Of course, the most grievous problem with OETA is that it's an entity of the state, subject to legislative oversight, and legislators in this state are rather easily spooked (cf. "Scratching off Christmas"). I frankly don't see how we can expect any changes in OETA's practices unless it can be slid out from under the twitchy eye of government and into the control of a private foundation, the way most PBS affiliates nationwide are operated; the new service will still have to go hat in hand to donors, but at least it won't have to answer to 23rd and Lincoln.

Possible compromise: Let OETA continue to run the statewide network of LPTV translators and the two full-power outlets in Cheyenne and Eufaula, and spin off the Oklahoma City and Tulsa stations to local operators. The hard part, needless to say, is convincing the legislature that this would be a Good Thing.

Posted at 12:12 PM to Overmodulation , Soonerland


We already have the OETA Foundation. You link to me responding to a letter about a previous story, and in writing that story, I found out that the OETA Foundation already provides at least 1/6th of OETA's annual operating budget.
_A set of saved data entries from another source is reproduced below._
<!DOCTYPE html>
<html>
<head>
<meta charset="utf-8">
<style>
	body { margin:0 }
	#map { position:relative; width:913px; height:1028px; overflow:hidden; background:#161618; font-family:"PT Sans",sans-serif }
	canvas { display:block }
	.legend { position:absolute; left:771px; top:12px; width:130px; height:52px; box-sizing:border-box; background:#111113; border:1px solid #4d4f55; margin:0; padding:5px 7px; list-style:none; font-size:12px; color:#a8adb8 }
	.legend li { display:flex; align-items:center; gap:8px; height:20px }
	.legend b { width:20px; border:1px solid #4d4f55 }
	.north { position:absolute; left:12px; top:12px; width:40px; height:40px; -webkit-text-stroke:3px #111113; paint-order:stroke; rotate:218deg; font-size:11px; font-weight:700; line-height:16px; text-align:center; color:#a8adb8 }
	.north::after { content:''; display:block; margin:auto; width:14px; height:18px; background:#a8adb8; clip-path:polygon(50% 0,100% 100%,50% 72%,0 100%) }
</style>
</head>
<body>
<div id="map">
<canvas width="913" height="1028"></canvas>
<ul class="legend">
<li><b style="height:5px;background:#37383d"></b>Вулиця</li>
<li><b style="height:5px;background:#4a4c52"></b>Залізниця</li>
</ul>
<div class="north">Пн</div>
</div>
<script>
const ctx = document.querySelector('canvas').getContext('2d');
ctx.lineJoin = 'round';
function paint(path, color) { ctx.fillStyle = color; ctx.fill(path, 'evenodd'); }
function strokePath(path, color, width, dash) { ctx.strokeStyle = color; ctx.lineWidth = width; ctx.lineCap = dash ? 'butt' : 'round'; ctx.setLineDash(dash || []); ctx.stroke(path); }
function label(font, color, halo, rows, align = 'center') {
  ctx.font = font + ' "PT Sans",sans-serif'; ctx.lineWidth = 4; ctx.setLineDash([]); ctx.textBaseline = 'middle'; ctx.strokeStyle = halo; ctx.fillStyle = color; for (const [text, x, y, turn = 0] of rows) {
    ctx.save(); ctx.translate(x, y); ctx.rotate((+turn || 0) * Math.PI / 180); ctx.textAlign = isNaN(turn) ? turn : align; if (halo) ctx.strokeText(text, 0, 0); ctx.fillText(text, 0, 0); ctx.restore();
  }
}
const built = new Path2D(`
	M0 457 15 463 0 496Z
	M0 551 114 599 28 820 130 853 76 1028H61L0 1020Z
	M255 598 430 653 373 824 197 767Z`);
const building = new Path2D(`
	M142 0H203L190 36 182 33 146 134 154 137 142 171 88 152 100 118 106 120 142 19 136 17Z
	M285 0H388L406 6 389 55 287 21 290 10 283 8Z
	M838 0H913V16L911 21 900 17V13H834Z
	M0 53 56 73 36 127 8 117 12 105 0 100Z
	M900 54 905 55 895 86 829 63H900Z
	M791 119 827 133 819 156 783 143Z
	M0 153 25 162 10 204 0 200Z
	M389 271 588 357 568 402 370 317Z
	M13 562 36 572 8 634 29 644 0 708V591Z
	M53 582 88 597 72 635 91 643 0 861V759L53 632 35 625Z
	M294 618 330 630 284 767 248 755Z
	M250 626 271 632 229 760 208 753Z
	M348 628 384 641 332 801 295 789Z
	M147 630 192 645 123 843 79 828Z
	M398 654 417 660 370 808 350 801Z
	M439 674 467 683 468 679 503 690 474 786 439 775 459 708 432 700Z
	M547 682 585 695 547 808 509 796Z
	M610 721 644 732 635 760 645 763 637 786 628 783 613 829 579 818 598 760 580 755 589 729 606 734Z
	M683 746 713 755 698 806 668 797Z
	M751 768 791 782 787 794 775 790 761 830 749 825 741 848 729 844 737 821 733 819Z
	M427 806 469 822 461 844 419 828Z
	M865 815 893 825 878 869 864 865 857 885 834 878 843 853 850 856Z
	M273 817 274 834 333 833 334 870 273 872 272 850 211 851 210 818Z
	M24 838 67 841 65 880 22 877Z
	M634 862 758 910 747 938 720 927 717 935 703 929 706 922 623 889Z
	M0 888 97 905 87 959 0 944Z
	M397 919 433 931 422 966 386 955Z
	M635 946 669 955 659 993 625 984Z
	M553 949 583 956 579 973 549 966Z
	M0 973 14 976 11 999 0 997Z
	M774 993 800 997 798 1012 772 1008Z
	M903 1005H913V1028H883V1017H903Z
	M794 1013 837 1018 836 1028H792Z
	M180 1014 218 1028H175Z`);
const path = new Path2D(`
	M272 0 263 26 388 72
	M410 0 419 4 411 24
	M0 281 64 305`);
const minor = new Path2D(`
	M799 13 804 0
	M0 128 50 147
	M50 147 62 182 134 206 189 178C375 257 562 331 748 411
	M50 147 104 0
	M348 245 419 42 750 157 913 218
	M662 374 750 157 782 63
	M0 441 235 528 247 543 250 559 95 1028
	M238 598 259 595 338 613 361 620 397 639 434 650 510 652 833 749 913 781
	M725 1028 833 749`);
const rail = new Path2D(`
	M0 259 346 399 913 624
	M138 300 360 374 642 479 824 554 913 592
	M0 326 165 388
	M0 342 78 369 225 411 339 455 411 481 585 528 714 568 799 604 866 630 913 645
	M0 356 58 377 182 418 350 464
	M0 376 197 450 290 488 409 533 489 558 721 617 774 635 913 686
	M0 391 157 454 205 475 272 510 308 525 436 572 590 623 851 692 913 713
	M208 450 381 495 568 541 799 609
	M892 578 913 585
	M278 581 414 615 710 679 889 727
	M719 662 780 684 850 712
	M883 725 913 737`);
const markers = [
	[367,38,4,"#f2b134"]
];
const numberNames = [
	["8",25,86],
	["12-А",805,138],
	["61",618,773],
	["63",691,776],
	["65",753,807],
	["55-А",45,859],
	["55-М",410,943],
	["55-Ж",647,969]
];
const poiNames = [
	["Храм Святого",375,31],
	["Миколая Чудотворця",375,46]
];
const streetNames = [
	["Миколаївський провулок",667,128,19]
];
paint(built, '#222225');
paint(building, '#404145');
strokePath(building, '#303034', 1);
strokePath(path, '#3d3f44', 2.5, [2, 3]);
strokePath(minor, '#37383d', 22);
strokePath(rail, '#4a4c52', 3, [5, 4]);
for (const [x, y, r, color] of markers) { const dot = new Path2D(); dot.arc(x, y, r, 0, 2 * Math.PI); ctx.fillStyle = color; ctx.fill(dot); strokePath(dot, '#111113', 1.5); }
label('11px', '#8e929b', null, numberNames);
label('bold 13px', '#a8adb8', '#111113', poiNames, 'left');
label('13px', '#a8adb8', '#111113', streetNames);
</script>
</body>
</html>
A good few years of fundraising plus a commitment from the legislature (and the promise that the state wouldn't have to fund OETA on an ongoing basis) would be enough to take it private.

The problem then is that, like now, it would be responsible to the private donors, not to the people of Oklahoma. I suspect the Lege would be happy to "spin off" KETA and KOET, but that's because the GOP House would read that as "sell to Rupert Murdoch," which would certainly solve the problem of those stations occasionally threatening to present programs that aren't in tune with the Mighty Wurlitzer.

The trick is having real public television - being diverse, showing stories and programs that would never get commercial airtime, responsible only to the truth - without it being a political football. We saw what happened this year when a political appointee heading the CPB apparently broke the laws trying to make CPB produce slanted programming.

Laws that make public television programming unanswerable to politicians are their own disaster waiting to happen. I don't think we want to trade the current system for one where an OETA director puts on only fundamentalist Islamic programs until he's "impeached."

So I got no answers, but ending public television by selling it to the highest bidders, even on a station-by-station basis, ain't no answer either. :-(

Posted by: Matt at 6:06 PM on 11 December 2005

Kenneth Tomlinson, who is gone now, and very likely not missed by anyone in public-broadcasting circles.

Which leads to the question: Are OETA's donors overall that much more conservative than donors to other PBS stations?

Posted by: CGHill at 10:00 PM on 11 December 2005

I would submit that their political leanings are irrelevant on principle if their donations give them the ability to control programming. It would be nice if wealthy people used their money to benefit those without major public voices, but it rarely happens that way.